Bu günlerde sık sık geleceği konuşuyoruz. Özellikle de eğitimin,
okulların geleceğini.
Son yıllarda yaşanan teknolojik gelişmeler bunu zorluyor sanki.
Öylesine hayatımızı etkiliyor ki her şey neredeyse şekil
değiştiriyor. Klasik anlamda kullandığımız binlerce alet, eşya
yerini modern teknolojik, akıllı cihazlara bırakıyor. Bütün bu
yaşananlar insanları, özellikle de çocukları ciddi boyutlarda
etkiliyor.
Günümüz çocukları dijital bir çağa doğdular. Hal böyle olunca
onların algıları, dikkatleri, öğrenme tarzları, kişilikleri,
eğlence anlayışları, sosyal ilişkileri de çok farklılaşmaya
başladı. Bu farklılaşma her geçen gün daha da artıyor ve kuşaklar
arasındaki uçurum gittikçe büyüyor.
Bu yazıda yeniçağın öğrencileriyle ilgili öğretmenlerden sık sık
işittiğim bir takım tespitleri paylaşacağım:
1. Günümüzdeki ve gelecekteki öğrencilerin büyük çoğunluğu
hiperaktif, yerinde duramayan, oturamayan öğrenciler olacak.
2. Günümüzdeki ve gelecekteki öğrencilerin son derece sabırsız, her
an her şeyin değişmesini isteyen, hiçbir şeye bir dakikadan fazla
konsantre olamayan, dikkati ve ilgisi dağınık çocuklar
olacaklardır.
3. Sınıflarda dinlemekten, okumaktan, yazmaktan, düşünmekten çok
sıkılan, sürekli "sıkıldım" diyen bir öğrenci olacak
4. Okullarda ve çevremizde hiçbir şeyi merak etmeyen, merak ettiği
şeyin cevabını da zaten çok hızlı bir şekilde internetten bulan,
“öğrenmeye ne gerek var ki, zaten internette var diyen” öğrenmeye
kapalı bir öğrenci olacak
5. Yine gelecekte hiç zahmet çekmek istemeyen, her şeyi önünde
hazır bekleyen, yürümekten, koşmaktan, hareket etmekten nefret eden
bir öğrenci olacak.
6. Gelecekte, karşımızda hiçbir ödülden, teşvikten, aferinden
motive olmayan, küçüklüğünden itibaren her istediğine sahip olmuş,
şımartılmış, doymuş, doyurulmuş, hiçbir şeyi beğenmeyen bir öğrenci
olacak
7. Hiçbir ideali, hedefi olmayan, geleceğe ait hayaller kurmayan,
gelecek endişesi taşımayan bir öğrenci grubu olacak karşımızda.

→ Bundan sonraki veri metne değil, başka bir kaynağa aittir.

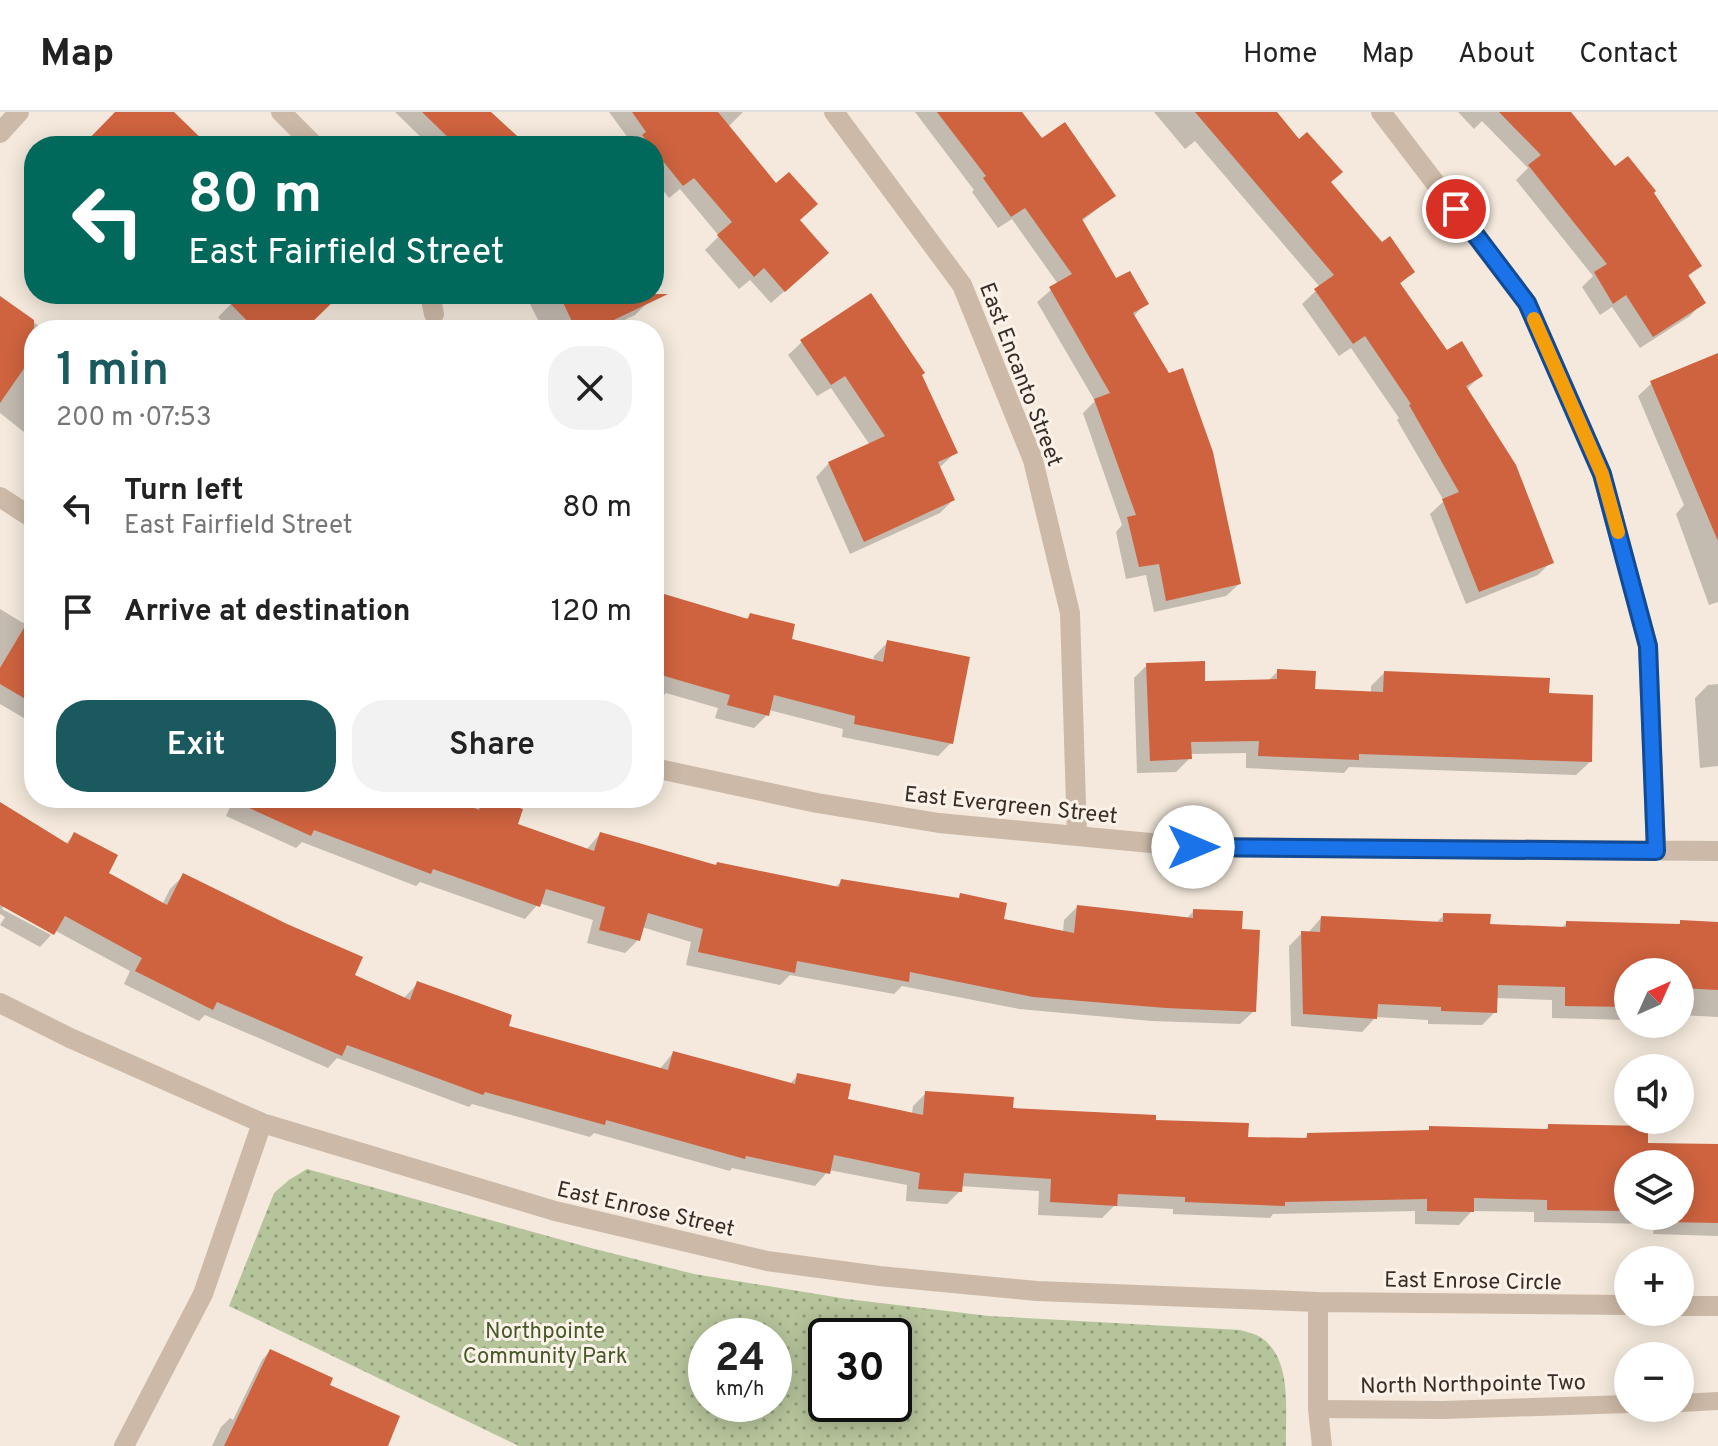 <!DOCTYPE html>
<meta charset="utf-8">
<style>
body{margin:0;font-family:Overpass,sans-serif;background:#f2f2f2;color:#222;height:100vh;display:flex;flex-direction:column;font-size:30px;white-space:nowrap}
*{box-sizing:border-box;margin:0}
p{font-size:26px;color:#767676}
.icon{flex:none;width:44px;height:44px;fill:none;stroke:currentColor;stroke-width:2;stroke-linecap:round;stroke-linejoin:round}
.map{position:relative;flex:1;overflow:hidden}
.drawer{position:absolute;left:24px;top:208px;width:640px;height:488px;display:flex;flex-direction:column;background:#fff;border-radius:32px;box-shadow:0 4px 20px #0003}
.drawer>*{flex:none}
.hud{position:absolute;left:24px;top:24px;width:640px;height:168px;border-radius:32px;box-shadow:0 4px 20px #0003;background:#00695c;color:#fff;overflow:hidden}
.needle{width:52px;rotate:45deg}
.buttons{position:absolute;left:1614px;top:846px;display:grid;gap:16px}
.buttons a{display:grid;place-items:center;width:80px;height:80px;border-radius:50%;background:#fff;box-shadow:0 4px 20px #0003;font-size:40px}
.speed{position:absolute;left:688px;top:1206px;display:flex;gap:16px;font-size:40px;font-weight:700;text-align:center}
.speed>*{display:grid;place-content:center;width:104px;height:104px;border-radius:50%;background:#fff;box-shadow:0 4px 20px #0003;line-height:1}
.speed small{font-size:20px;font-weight:400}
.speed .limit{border:4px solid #111;border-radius:12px;background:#fff;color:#111}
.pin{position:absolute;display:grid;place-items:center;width:68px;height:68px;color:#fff;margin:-34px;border:4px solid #fff;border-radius:50%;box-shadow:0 2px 8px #0007}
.me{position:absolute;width:88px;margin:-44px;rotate:90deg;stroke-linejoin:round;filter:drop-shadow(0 0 6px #0008)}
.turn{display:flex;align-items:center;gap:28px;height:168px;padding:0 32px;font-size:36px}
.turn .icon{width:104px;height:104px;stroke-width:2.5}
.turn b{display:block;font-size:56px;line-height:68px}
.round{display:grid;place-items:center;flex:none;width:84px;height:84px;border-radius:32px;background:#f2f2f2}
.head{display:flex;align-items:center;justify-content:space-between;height:136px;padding:0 32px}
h1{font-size:48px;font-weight:600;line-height:60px;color:#1a595e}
.primary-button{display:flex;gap:16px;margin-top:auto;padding:16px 32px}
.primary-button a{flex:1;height:92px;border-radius:32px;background:#1a595e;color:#fff;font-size:32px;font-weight:600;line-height:92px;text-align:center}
.primary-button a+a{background:#f2f2f2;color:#222}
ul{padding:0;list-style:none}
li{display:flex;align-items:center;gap:24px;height:104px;padding:0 32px}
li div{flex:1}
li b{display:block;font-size:30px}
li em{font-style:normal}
header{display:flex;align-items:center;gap:48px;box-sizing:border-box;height:112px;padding:0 40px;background:#fff;border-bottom:2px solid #e0e0e0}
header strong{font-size:38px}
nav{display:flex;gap:44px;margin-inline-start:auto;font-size:28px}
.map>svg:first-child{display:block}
</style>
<header>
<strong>Map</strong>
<nav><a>Home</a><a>Map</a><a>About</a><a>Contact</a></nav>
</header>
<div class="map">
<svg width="1718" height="1334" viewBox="0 0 1718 1334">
<defs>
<pattern id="park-dots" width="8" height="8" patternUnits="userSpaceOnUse" patternTransform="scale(2)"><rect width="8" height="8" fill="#b6c49b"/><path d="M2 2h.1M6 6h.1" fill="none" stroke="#95a07e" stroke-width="1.8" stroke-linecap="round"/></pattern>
</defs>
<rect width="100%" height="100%" fill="#f4e9dc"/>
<!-- park -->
<path fill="url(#park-dots)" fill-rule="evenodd" d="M307,1057L591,1136L694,1162L847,1187L989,1204L1240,1218C1247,1220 1257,1222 1263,1227C1293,1250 1285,1301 1286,1334H519L229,1194L274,1081L289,1068ZM706,1224H774V1292H706ZM894,1224V1292H826V1224Z"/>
<!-- shadow -->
<path fill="#0003" fill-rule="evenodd" d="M395,0H487L522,34H430Z
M609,0H743L728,15L798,108L813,154L771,191L750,168L739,177L705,138L719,124L680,77L669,86L654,67V34H634Z
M915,0H1019L1041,29L1113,84L1081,110L1116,169L1146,191L1133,205L1239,472L1226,484L1154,500L1146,463L1126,467L1116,420L1122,413L1083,301L1095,289L1037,190L1058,172L1012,107L998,116L972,80L974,78Z
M1154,0H1274L1329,71L1382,132L1412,160L1399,173L1446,240L1480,264L1466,278L1551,450L1538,463L1466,492L1430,402L1444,389L1397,308L1399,306L1351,236L1339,244L1302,192L1320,175L1195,29L1185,37Z
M1458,0H1569L1614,57L1651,81L1700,153L1687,166L1703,190L1690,204L1640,236L1612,195L1600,203L1582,175L1593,164L1516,68L1528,56L1482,9L1474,17Z
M224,182H322L301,218H230L218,205L232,191Z
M525,182H644L648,190L635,203L604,218H543Z
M0,187L45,218H34V328L0,301Z
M802,230L920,263L955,341L939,356L953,388L940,401L850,442L816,365L829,351L870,333L831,276L817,284L788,243Z
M1718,243V490L1709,493L1676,402L1684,393L1638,284L1652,271Z
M654,481L745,508L750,503L789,528L873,550L874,544L887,531L951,631L938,644L842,625L843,617L769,598L767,603L754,616L715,606L718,596L666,581L654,593Z
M0,497L23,511L34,500V612L0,592Z
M1147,553L1203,571L1268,569L1278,559L1313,579L1371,582V574L1384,561L1590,650L1576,663L1349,655L1344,661L1246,656V641L1189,642V647L1176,660L1137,661L1134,566Z
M1718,572V654L1700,656L1695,586L1708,573Z
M234,686H446L473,697L486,686L516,713L586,738L600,722L715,755L834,776L842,769L957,788L961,784L1002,808L1063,821L1064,808L1077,795L1186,807L1194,799L1240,819L1254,899L1240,912L1152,909L1019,897L902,874L894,882L790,863L780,873L686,853L691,830L642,815L638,828L625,841L587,831L593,808L539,791L525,807L420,770L416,774L302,730L296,736L226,704Z
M0,693L65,732L75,722L106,762L162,793L170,777L183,764L352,864L403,887L418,871L506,915L659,958L673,941L789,973L798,963L846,989L912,1002L913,994L926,981L1011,998L1153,1010L1246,1027L1302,1028L1308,1023L1427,1020L1430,1016L1544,1019L1549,1014L1646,1033L1718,1034V1124L1653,1122L1654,1112L1534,1110V1100L1472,1099L1459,1113L1415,1112V1099L1273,1102L1270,1106L1173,1102V1097L1114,1094L1102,1106L1038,1103L1039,1079L960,1074V1079L947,1092L906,1089L907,1073L829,1058L815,1074L732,1056L730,1059L594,1021L590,1025L472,992L469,995L337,946L328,956L205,903L199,909L124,872L130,859L54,818L51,823V819L4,793L2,797L51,823L40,835L0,813L5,805L0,802ZM1628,1052H1680V1104H1628Z
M1444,803L1488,814L1561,816L1567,811L1677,814L1681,810L1718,812V905L1680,903V860H1628V908L1552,906V888L1495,886V900L1482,913L1428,912V908L1376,905L1362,920L1291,914L1289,834L1302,821H1308L1321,806L1436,811Z
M270,1239L327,1274L385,1334H212L221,1315L230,1306L233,1308L262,1248Z"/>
<!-- building -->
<path fill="#cf633f" d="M115,0H174L209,34H82Z
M422,0H491L528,34H457Z
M632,0H718L776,71L789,60L818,92L800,108L829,141L785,180L764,156L754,165L717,123L732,110L694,66L683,74L654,38V34H651L642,23L646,20Z
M937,0H1022L1042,26L1065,10L1116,84L1082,107L1116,166L1130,159L1149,192L1133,201L1169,261L1183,256L1213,340L1241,472L1166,489L1159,452L1139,455L1127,405L1136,403L1094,287L1110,281L1049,175L1072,162L1025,96L1011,105L983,66L986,64Z
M1195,0H1277L1299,27L1307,20L1343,60L1331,70L1382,130L1390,124L1415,160L1400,171L1447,238L1462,229L1483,264L1466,274L1516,353L1554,451L1479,480L1442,387L1459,380L1409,293L1411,292L1365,224L1353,232L1314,177L1334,163Z
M1499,0H1571L1615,54L1628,44L1656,79L1654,81L1702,154L1688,163L1706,191L1653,225L1626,183L1613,192L1594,160L1607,152L1528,53L1541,43Z
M871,181L925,261L922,263L958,341L938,350L955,388L864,430L828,350L885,324L845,264L831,273L800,228Z
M221,182H341L304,218H256Z
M559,182H668L593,218H576Z
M0,184L34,208V242L0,291Z
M1718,241V429L1650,269Z
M654,479L748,507L750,501L795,512L792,527L883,550L887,528L970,545L953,632L854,612L855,604L774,583L769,604L727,593L730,583L654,561Z
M34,499V592L0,572V556Z
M1205,549V569L1277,567V557L1316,559L1315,577L1383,580L1384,559L1550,566L1549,581L1593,583L1592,650L1359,642V648L1258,644L1259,629L1191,630L1192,647L1150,649L1146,551Z
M227,686H452L479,698L484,686H492L523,697L518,712L594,739L600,720L716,753L717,750L839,775L841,767L959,786L960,781L1007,791L1004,807L1074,821L1077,793L1193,806V797L1243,799L1242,817L1260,818L1256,900L1166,896L1033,885L910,860L909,870L797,849L795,861L698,840L703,817L648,801L640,829L599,818L605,795L546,777L540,795L433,757L431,762L314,718L311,724Z
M0,690L68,732L74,720L118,743L109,761L167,793L183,761L287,812L363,845L355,863L410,888L417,869L512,903L509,914L668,958L673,939L795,972L797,961L851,972L848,987L923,1003L925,979L1014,985L1013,996L1156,1003V1008L1249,1011L1248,1025L1307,1026V1021L1429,1018V1014L1548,1017V1012L1648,1014V1031L1718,1032V1111L1666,1110V1104H1680V1052H1628V1099L1547,1098V1088L1474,1086V1100L1427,1099V1087L1285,1090V1094L1185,1090V1085L1118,1082L1117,1094L1050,1090L1051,1067L964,1061L962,1080L918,1077L920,1061L834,1043L830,1062L746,1044L745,1047L606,1008L605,1013L485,980L483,983L347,933L342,944L217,890L213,898L135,859L142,846L65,804L54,823L0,793Z
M1443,801L1491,802L1490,812L1566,815V809L1680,812V808L1718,810V878L1680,876V860H1628V895L1565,894V875L1498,873L1497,901L1441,899V895L1378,892L1377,907L1303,902L1301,819L1320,820L1321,804L1443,810Z
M270,1237L333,1266L330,1273L400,1304L388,1334H224Z"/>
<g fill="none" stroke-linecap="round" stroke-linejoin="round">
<!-- service -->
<path stroke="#cdb9a7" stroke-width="18" d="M1680,1291L1718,1289
M1318,1297L1443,1298L1628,1292"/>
<!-- minor -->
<path stroke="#cdb9a7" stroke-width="20" d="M281,0L315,34
M834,0L962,173L1033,348L1070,501L1077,723
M1381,0L1527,191L1602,362L1648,534L1656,739
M0,21L19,0
M430,182L434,202
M0,385L34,407
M654,656L817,691L939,711L1193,735L1718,739
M0,891L70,926L262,1011L555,1099L767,1149L879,1164L1037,1179L1318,1190L1628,1193
M1318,1190V1297L1322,1334
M1680,1194H1718
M124,1334L203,1182L262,1011"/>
</g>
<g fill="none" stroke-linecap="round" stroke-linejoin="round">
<defs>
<path id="route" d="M1193,735L1656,739L1648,534L1602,362L1527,191L1456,97"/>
</defs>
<!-- route casing -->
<use href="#route" stroke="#114b97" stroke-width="20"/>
<!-- route -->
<use href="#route" stroke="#1a73e8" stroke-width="14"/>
<!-- slow -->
<path stroke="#f59e0b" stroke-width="14" d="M1534,207L1602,362L1618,420"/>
</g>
<g text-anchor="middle" stroke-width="6" stroke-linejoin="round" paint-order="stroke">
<!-- street labels -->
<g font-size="22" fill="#392d28" stroke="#fbf3e9">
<text transform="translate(1022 262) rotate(69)" y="8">East Encanto Street</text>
<text transform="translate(1011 692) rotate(6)" y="8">East Evergreen Street</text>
<text transform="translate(646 1096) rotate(13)" y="8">East Enrose Street</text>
<text transform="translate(1473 1168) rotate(1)" y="8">East Enrose Circle</text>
<text transform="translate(1473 1271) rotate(-1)" y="8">North Northpointe Two</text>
</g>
<!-- park labels -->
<g font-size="22" fill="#47592a" stroke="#fbf3e9">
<text x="545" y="1226">Northpointe<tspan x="545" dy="25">Community Park</tspan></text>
</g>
</g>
</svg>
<div class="buttons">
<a><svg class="needle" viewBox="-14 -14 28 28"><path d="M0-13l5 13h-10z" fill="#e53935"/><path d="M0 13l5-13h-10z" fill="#767676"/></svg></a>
<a><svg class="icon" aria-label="sound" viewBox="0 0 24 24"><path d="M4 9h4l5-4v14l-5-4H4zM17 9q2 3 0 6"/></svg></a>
<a><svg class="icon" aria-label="layers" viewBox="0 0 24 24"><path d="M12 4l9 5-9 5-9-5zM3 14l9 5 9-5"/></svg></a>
<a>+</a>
<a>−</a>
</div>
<div class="speed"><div>24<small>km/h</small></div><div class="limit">30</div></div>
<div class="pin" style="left:1456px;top:97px;background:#d93025"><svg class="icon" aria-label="arrive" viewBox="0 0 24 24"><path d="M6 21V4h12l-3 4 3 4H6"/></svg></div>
<svg class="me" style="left:1193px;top:735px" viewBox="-20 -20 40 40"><circle r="19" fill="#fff"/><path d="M0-13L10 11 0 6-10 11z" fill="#1a73e8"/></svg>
<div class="hud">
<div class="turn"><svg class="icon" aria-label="left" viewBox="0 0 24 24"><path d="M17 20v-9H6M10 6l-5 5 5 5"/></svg><div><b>80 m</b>East Fairfield Street</div></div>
</div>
<section class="drawer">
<div class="head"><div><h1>1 min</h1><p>200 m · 07:53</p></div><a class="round"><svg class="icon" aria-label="close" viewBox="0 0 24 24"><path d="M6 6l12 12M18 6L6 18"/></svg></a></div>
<ul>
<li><svg class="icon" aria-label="left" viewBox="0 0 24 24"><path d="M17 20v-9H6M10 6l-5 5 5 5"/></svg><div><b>Turn left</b><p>East Fairfield Street</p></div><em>80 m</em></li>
<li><svg class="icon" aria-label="arrive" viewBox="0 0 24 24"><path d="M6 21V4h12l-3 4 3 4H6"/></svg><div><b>Arrive at destination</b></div><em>120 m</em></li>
</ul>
<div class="primary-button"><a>Exit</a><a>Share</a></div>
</section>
</div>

8. Gelecekteki çocukların hayatlarındaki en büyük zorluğun okula
gitmek, derse girmek, sınıfta oturmak olduğunu düşünen; okulu
tabiri caizse bir hapishane olarak gören bir öğrenci olacak
9. Teknolojik aletleri kullanma, erişebilme açısından öğretmenden
daha ilerde olan bir öğrenci olacak sınıflarda
10. Çok daha ileri yaşlarda duyması gereken, bilmesi gereken
birtakım bilgileri çok daha küçük yaşta duymuş, öğrenmiş olan bir
öğrenci olacak.
11. Zihni, idraki, aklı ve duygusu karmakarışık, tutarsız,
kararsız, istikrarsız bir öğrenci olacaktır.
Bu gerçekten hareketle geleceğe ait planlar yapmamız gerekiyor.
Artık klasik okul ve sınıf devrini tamamlamıştır. Yeni ve büyük
rüyalar görmek istiyorsak eğitimi, okulları, sınıfları, kitapları,
ders işleme yöntem ve tekniklerimizi yeniden dizayn etmek
zorundayız. Aksi takdirde sanal bir dünyadan, sanal ilişkilerden
çocuklarımızı gerçek dünyaya taşıyamayız.